Piper's schedule is intense and not very flexible. "One of the greatest things about a life in the theater is that part of the job is to challenge yourself every day. Every moment I'm on stage or in rehearsal is a challenge to discover more about a moment or a character or an audience. Every day, every show is different," Piper says.

To wind down from those stresses, he spends time with his family. His wife, Wendy, is an artist-in-residence for Barter's Project REAL. Project REAL's teaching artists assist educators by utilizing theater techniques and integrating the student's life experiences into the curriculum. This process helps provide lasting knowledge through a transformative educational program, which measurably improves learning and allows students to take responsibility for their own education and shape their communities, now and in the future. They have two daughters, Lucy and Maggie.
As involved as he is in a production, he says individual contributions have to weave together to carry out the director's vision. "Each person who works here plays an integral part of making each show happen, every day. From box office, to marketing to maintenance, to the actors onstage — everybody has to be on their game to bring high quality theater all year around."

He's had many favorite productions throughout his career. Some were fun. Others he enjoyed because they offered personal growth. Some were favorites because of the company growth and collaboration. And some remind him of why he loves theater.

"We did a play this fall called "Friendly's Fire' that was about a veteran dealing with PTSD. It was funny, sad, bizarre, thought-provoking, exciting theater. After each performance, we had a talkback with the audience — the show opened up a discussion in our community about a subject that needed to be talked about. My favorite experiences are in shows that bring us together as a community," he says.

Part of Piper's duties is working with new play development and running the Appalachian Festival of Plays and Playwrights. It's also a labor of love for him.

"I love the development of new plays. It starts with someone sending us a script and then, a year or two later — after readings, workshops, feedback, laughter, tears, sweat — to see it fully produced on one of our stages is extremely rewarding.
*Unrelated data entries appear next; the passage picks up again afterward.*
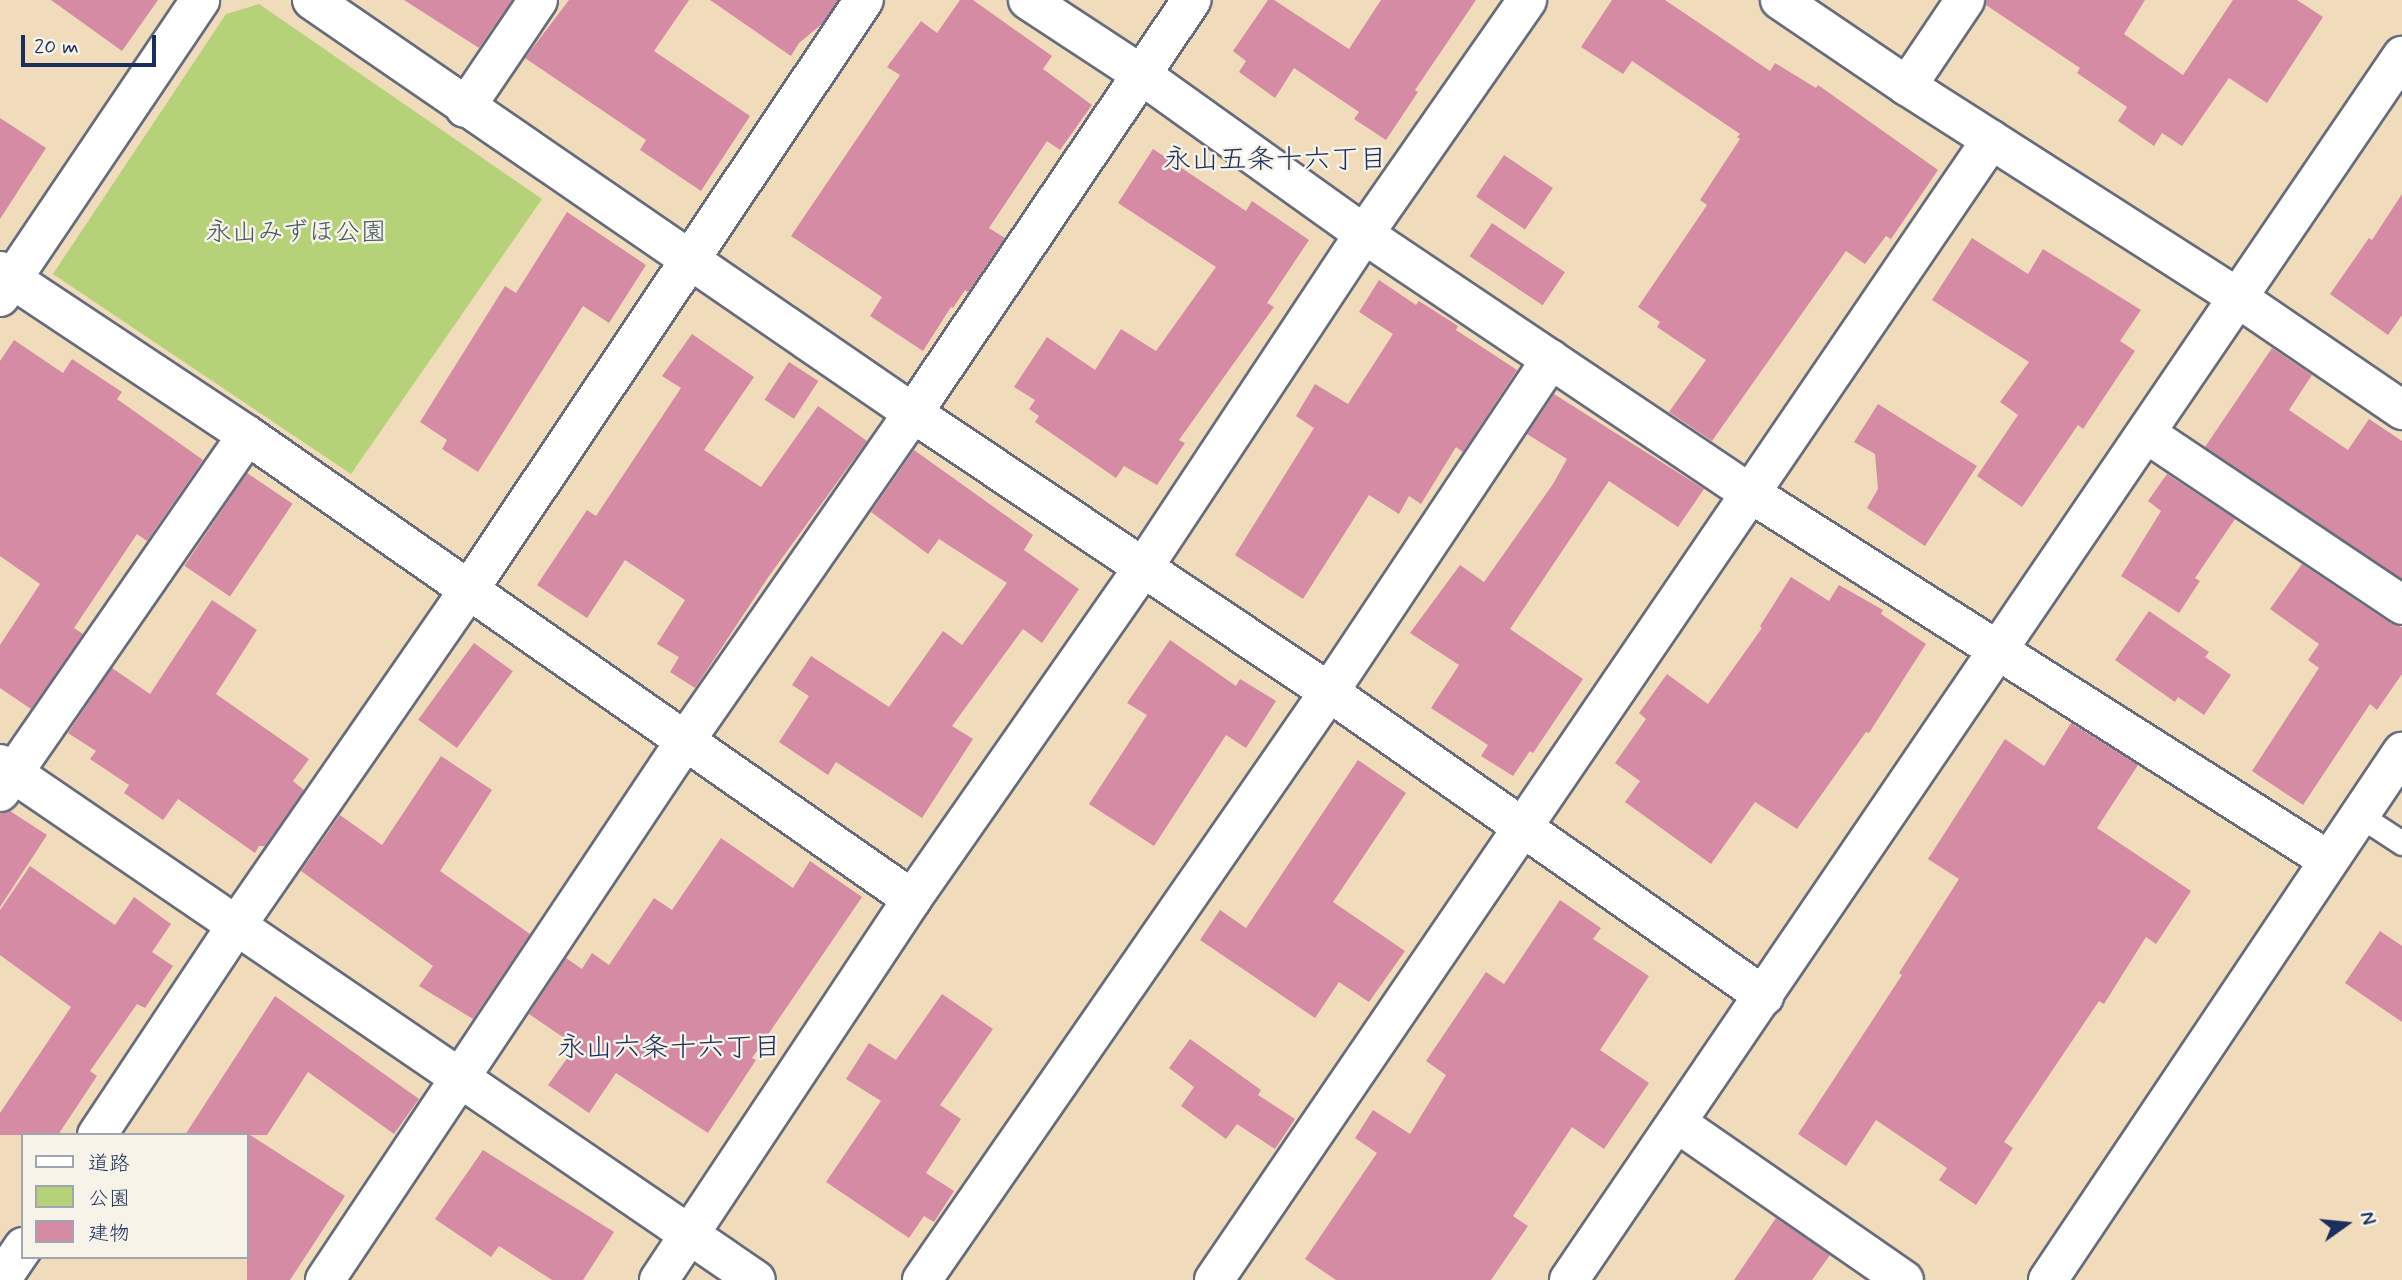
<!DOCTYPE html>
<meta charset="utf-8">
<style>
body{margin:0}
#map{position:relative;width:2402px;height:1280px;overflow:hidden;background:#f0dcba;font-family:Mynerve,"Klee One",sans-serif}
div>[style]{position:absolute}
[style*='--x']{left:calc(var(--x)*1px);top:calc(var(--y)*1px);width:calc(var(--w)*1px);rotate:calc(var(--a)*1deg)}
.green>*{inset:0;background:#b5d278}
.building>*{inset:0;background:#d68ba5;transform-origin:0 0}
.roads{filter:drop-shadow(2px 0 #666c7e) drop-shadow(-2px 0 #666c7e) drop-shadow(0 2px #666c7e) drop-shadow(0 -2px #666c7e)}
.service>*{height:23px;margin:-11.5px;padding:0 11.5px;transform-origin:11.5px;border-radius:11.5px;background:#fff}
.minor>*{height:38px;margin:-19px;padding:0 19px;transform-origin:19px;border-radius:19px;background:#fff}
span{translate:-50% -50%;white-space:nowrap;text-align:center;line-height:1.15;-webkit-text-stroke:5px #f7f3e8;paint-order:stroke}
.park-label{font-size:26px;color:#425864}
.neighbourhood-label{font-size:28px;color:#1b2f5e}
.legend{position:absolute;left:21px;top:1133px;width:228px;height:126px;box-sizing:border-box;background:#f7f3e8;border:2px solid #9fa5b1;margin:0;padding:9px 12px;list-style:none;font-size:21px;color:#1b2f5e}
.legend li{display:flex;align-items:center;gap:14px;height:35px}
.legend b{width:35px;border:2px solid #9fa5b1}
.north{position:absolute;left:2311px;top:1189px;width:70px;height:70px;-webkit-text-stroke:5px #f7f3e8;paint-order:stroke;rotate:75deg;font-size:19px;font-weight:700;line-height:28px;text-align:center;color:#1b2f5e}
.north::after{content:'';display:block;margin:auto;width:24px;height:32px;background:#1b2f5e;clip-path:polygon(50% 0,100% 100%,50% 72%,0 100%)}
.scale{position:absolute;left:21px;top:35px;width:135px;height:32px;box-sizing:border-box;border:4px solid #1b2f5e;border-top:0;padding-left:9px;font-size:21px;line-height:24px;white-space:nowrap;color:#1b2f5e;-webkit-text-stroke:5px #f7f3e8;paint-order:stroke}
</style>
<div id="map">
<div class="green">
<div style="clip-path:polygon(259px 4px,542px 199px,351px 474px,53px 274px,226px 14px)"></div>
</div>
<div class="building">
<div style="clip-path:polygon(51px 0,158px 0,122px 51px)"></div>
<div style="clip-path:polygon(404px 0,512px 0,479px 48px)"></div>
<div style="clip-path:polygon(569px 0,689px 0,654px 51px,750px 116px,701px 191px,640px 150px,646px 140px,525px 58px)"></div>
<div style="clip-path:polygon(710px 0,838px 0,823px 23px,799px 43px,791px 56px)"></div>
<div style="clip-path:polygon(960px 0,973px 0,1052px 56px,1043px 69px,1092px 105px,1060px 150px,1047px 141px,989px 228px,1005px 238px,968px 292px,965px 290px,953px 308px,951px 307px,923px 351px,870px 316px,882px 297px,791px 236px,900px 75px,887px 67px,921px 21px,937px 33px)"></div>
<div style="clip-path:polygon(1268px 0,1274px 0,1349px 49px,1381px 0,1476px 0,1415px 90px,1418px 92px,1386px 140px,1354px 119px,1359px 112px,1294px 68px,1275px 98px,1239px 72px,1246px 61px,1233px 51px)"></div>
<div style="clip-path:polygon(1612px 0,1665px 0,1770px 71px,1775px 63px,1816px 88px,1818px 85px,1938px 170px,1891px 239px,1886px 236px,1865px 264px,1846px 251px,1712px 441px,1669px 412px,1706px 360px,1657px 327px,1660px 322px,1638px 307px,1707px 205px,1700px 200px,1740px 139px,1737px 137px,1740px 134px,1632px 61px,1623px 74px,1581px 47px)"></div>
<div style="clip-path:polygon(1987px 0,2145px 0,2124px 34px,2183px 75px,2233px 0,2297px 0,2323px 17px,2267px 103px,2229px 78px,2182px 146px,2162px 133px,2154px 146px,2118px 121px,2127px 107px,2077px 73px,2080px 68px,1986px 5px)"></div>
<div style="clip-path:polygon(0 118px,46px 148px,0 219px)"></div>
<div style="clip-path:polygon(1153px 149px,1246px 211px,1252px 201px,1309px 240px,1267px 303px,1274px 307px,1179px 440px,1185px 443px,1157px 485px,1124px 466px,1116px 478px,1035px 422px,1039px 416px,1029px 409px,1035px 400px,1014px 387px,1047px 337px,1095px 370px,1121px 329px,1156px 351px,1216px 267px,1118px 203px)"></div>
<div style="left:1504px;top:155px;width:59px;height:50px;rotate:34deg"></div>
<div style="clip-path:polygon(2402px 194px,2402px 315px,2388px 335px,2330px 294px,2369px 238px,2372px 240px)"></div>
<div style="clip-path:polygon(567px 212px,646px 265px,609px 323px,583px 306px,478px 472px,442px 449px,447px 440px,420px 422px,505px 286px,516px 293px)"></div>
<div style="left:1492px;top:223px;width:88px;height:40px;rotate:34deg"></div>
<div style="clip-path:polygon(1972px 238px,2028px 274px,2043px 249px,2141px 310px,2120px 341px,2135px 351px,2083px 429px,2078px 425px,2022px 507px,1977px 476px,2018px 415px,2000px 402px,2029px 362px,1932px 300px)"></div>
<div style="clip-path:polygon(1379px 280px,1416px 305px,1419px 301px,1458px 326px,1456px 330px,1517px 370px,1463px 452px,1456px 447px,1421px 504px,1409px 496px,1399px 514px,1369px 495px,1303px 599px,1235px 555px,1314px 428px,1296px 416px,1315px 384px,1348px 404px,1393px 334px,1359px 312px)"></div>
<div style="clip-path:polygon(692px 334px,754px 377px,704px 450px,761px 487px,818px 406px,867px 441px,769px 576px,695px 688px,670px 672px,679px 657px,657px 644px,685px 600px,625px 560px,587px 618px,537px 585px,587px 510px,596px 516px,681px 388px,662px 376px)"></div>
<div style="clip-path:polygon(14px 340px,63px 373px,72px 359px,122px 392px,117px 399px,203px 460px,147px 541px,137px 534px,74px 628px,83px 634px,31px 709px,0 688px,0 645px,40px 584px,0 556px,0 361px)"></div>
<div style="clip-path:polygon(2272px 348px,2312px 375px,2289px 410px,2348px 450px,2369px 419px,2402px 441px,2402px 579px,2205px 447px)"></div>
<div style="left:789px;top:362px;width:35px;height:45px;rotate:33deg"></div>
<div style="clip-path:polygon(1554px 394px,1704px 489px,1678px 527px,1609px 481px,1510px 629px,1583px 679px,1533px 753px,1530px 751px,1513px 776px,1481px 756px,1488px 745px,1431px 708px,1459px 665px,1410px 633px,1460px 565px,1484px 582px,1553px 484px,1567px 459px,1527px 434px)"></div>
<div style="clip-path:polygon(1878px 404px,1977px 466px,1925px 546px,1867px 508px,1878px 489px,1875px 454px,1854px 442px)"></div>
<div style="clip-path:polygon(914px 450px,1033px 535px,1024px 550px,1079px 589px,1042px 643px,1023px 629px,952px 726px,973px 739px,922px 818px,836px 762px,828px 775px,779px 742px,809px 696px,792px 685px,811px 656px,889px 707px,943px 631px,962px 645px,1007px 583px,939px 539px,928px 554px,871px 512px)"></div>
<div style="left:247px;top:473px;width:55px;height:112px;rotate:34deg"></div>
<div style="clip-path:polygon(2167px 474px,2235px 519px,2195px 578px,2200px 581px,2179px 613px,2121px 576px,2161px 511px,2148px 501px)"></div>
<div style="clip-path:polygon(2302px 564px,2390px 623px,2402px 627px,2402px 674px,2377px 710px,2370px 704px,2303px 805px,2252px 771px,2319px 668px,2308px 660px,2319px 644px,2270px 609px)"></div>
<div style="clip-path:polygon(1791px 577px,1829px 601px,1839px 585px,1883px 610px,1881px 614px,1926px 644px,1869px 733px,1866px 732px,1797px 829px,1755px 802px,1711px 864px,1625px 802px,1640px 781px,1615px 763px,1646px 719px,1639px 713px,1667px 674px,1708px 704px,1762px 628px,1760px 626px)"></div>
<div style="clip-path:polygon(212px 600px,257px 630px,216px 694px,309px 759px,293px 781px,304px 790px,265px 846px,259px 846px,255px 853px,178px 799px,163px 820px,124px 793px,129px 785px,90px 759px,96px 751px,68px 733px,112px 668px,150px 694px)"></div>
<div style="clip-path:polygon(2149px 611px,2209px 652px,2205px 657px,2231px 675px,2204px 715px,2178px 697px,2175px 702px,2115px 660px)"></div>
<div style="clip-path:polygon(1170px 640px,1236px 686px,1240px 679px,1276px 701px,1246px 748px,1226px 735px,1154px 846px,1089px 804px,1147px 715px,1127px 703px)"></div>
<div style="left:474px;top:643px;width:48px;height:95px;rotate:36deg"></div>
<div style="clip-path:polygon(2071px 723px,2138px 765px,2097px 828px,2191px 891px,2156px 944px,2146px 937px,2104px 1004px,2099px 1001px,2004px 1142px,2013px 1148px,1976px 1205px,1939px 1180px,1947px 1168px,1876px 1120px,1846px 1166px,1798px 1134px,1902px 975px,1899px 973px,1959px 879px,1928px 859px,2005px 739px,2044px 766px)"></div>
<div style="clip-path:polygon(441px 756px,492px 790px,440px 871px,530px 934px,473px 1019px,419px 986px,433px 966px,301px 871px,340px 815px,382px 845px)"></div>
<div style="clip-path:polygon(1358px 760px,1406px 793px,1333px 902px,1405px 951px,1369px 1002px,1339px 982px,1315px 1018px,1200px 940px,1220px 910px,1246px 928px)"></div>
<div style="clip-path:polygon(10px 811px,47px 835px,0 907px,0 814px)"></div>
<div style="clip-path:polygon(721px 838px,793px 888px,810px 861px,862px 897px,752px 1058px,756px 1060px,708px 1133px,616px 1073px,589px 1113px,548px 1085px,576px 1046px,529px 1014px,566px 958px,582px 969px,592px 953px,609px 965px,654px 898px,672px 910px)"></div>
<div style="clip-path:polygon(30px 866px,115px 925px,134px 897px,171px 924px,152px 952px,173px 966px,145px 1008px,137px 1004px,90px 1071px,97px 1076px,58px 1135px,0 1135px,0 1113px,71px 1007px,0 955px,0 910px)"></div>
<div style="clip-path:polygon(1560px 900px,1601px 928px,1593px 939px,1649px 976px,1600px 1050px,1649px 1083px,1604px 1149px,1572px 1127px,1513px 1216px,1528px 1226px,1491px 1280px,1336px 1280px,1305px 1259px,1377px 1153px,1355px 1138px,1373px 1110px,1410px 1134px,1446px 1075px,1426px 1061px,1486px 972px,1504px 984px)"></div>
<div style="clip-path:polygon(2380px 931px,2402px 946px,2402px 1022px,2345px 983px)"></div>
<div style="clip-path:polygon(942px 994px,993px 1029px,940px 1105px,961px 1119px,926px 1173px,954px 1191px,934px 1222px,924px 1216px,909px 1238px,826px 1182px,881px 1101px,846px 1079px,869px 1043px,896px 1060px)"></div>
<div style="clip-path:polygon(275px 996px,419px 1099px,394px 1134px,308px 1072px,267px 1135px,250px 1135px,345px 1196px,290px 1280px,247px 1280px,247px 1135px,185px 1135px)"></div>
<div style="clip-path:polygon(1190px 1039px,1261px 1090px,1258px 1095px,1295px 1119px,1275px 1149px,1237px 1124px,1226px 1139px,1181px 1106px,1194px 1087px,1169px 1068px)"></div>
<div style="clip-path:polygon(483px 1150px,614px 1232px,583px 1280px,552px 1280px,499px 1246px,491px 1257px,435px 1219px)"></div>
<div style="clip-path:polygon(1776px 1218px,1830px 1255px,1812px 1280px,1734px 1280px)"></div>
</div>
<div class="roads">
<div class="service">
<div style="--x:2359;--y:815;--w:51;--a:33.1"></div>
</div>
<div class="minor">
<div style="--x:312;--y:0;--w:729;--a:34.5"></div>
<div style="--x:913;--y:413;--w:501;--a:33.85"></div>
<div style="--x:1329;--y:692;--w:531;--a:34.95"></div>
<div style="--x:1028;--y:0;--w:133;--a:33.3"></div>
<div style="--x:1139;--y:73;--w:277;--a:35.6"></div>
<div style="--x:1364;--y:234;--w:465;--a:33.9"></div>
<div style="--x:1750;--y:493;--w:685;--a:32.41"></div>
<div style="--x:1780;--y:0;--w:153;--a:34.1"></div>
<div style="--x:1907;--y:86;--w:393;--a:32.6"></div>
<div style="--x:2238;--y:298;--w:199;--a:34.3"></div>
<div style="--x:1907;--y:86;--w:104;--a:-56"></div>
<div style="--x:465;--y:108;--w:130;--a:-55.9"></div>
<div style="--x:0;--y:271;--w:296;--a:33.6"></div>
<div style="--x:247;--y:435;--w:811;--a:34.91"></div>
<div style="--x:0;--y:297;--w:358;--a:-56"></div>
<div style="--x:2147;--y:434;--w:307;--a:33.8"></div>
<div style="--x:0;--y:764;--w:915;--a:34.32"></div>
<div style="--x:0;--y:792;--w:434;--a:-55.3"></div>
<div style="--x:1677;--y:1123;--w:276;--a:34.7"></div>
<div style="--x:97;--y:1135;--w:251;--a:-56.4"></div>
<div style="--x:236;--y:926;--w:407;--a:-55.3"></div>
<div style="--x:468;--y:591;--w:711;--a:-56.18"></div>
<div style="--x:1;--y:1280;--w:40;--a:-56"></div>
<div style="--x:325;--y:1280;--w:648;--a:-56.26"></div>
<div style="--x:685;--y:741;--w:399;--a:-55.2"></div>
<div style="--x:913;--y:413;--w:498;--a:-56"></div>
<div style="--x:659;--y:1280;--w:457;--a:-56.4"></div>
<div style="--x:912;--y:899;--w:404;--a:-55.1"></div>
<div style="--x:1143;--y:568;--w:400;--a:-56.5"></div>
<div style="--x:1364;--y:234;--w:285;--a:-55.1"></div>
<div style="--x:922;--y:1280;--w:715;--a:-55.31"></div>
<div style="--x:1329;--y:692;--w:400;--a:-56.3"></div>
<div style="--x:1214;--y:1280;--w:1380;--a:-55.72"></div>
<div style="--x:1569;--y:1280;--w:1481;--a:-55.76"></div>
<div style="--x:2048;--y:1280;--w:636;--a:-56.16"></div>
</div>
</div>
<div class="park-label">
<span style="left:296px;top:234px">永山みずほ公園</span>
</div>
<div class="neighbourhood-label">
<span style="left:1275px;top:161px">永山五条十六丁目</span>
<span style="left:669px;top:1049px">永山六条十六丁目</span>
</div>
<ul class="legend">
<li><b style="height:9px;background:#fff"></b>道路</li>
<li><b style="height:19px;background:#b5d278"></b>公園</li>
<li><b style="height:19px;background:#d68ba5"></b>建物</li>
</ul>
<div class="north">N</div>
<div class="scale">20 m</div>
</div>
I love watching a new playwright on opening night and see them realize their dream," he says.

He describes the group at Barter as a "family."

"It's a family that is dedicated to serving our community through theater. It does that in a number of ways ... from the plays on our stages, to the theater it brings to the schools across Appalachia and beyond, to the education programs. I love being a part of this mission-it's about more than doing theater. It's about using theater as a vehicle to create a better community.

"Every day I get to do what I love, with people I love, in a community I love. What could be greater than that?" he says.

In the upcoming season, you can see Piper on stage in "Bright Star," "In the Heat of the Night," "The Lemonade Stand" (world premiere), "Great Expectations," "Sally McCoy" (world premiere) and "Santaland Diaries." He will direct "Madame Buttermilk" (world premiere of a new musical) and "Dough and Cookies" (Appalachian Festival of Plays and Playwrights mini-production).